Malibu Beach Inn: Is Perception Reality?

in City/Lifestyle/News/Politics by

By Lester Tobias

At Monday night’s planning commission meeting (Dec. 18th, 2017), the owners of the Malibu Beach Hotel had two agenda items up for approval, denial, or (in this case) continuation.

Confusion was the order of the day.  The biggest question on the minds of those watching the proceedings, and of those who had even briefly reviewed the staff report was “how does a project requiring so many obviously deniable discretionary requests even get to a hearing?”
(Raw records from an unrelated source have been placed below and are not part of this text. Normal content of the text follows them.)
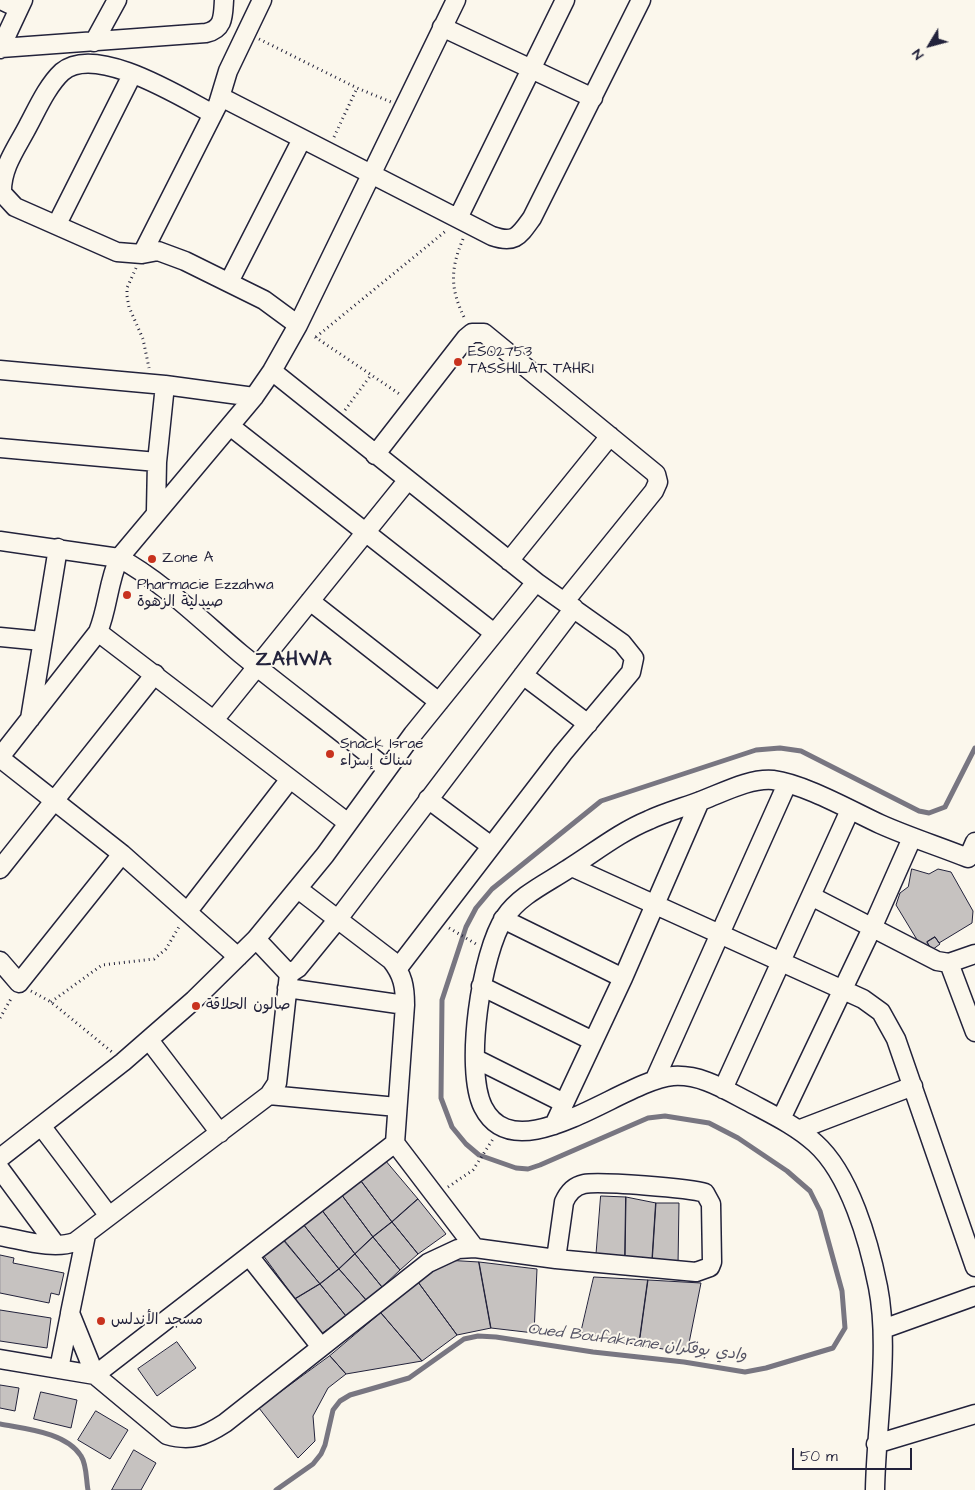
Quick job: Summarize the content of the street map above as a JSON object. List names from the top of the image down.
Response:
{
  "districts": ["ZAHWA"],
  "water": ["Oued Boufakrane وادي بوفكران"],
  "places": [
    "ES02753 TASSHILAT TAHRI",
    "Zone A",
    "Pharmacie Ezzahwa صيدلية الزهوة",
    "Snack Israe سناك إسراء",
    "صالون الحلاقة",
    "مسجد الأندلس"
  ],
  "scale_bar": "50 m",
  "north": "bottom left"
}
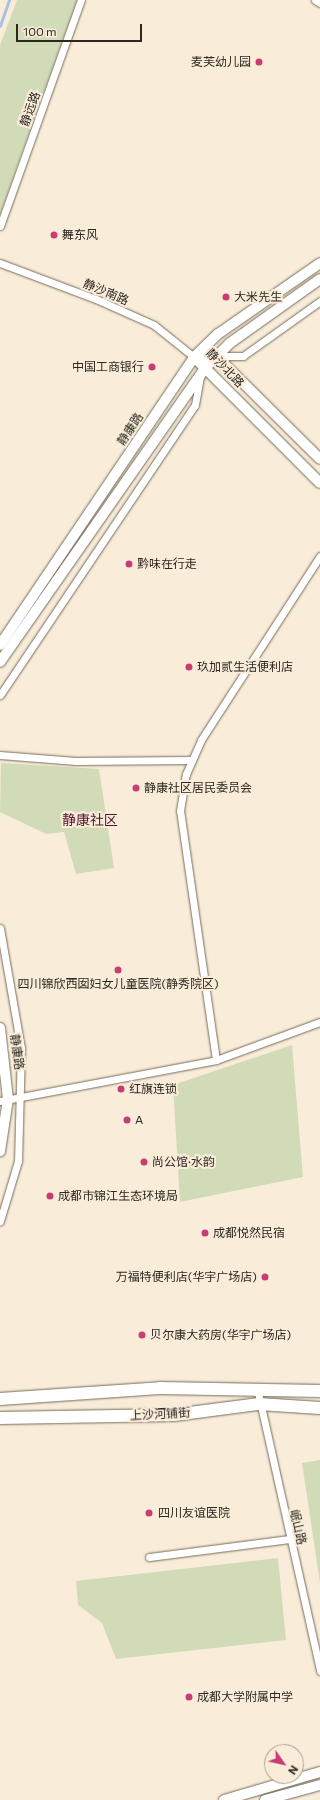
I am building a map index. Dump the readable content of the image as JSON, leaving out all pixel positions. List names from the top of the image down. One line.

The staff report, and the staff presentations, were both unequivocal.  The project required variances of which the first four findings could not be made.  The new owners wanted to count the historically illegal occupancies of the “guests only” restaurant as “grandfathered”, and only add required parking to any additional seating beyond the illegal seating count.  Not gonna happen. The offsite parking and valet and parking study plan was not approvable in its submitted state.  The project sits in the wastewater moratorium zone, and the existing septic system (and by extension, the permitted use capacities) could not be expanded.  And finally, a “condition” of Public Works was that a flashing light crosswalk would need to be installed, across the PCH, in front of the hotel to provide safe(?) passage for the valet parkers.  Who in their right mind would approve such an impactful device for the convenience of valet parkers? (read on and you will find out…sort of…)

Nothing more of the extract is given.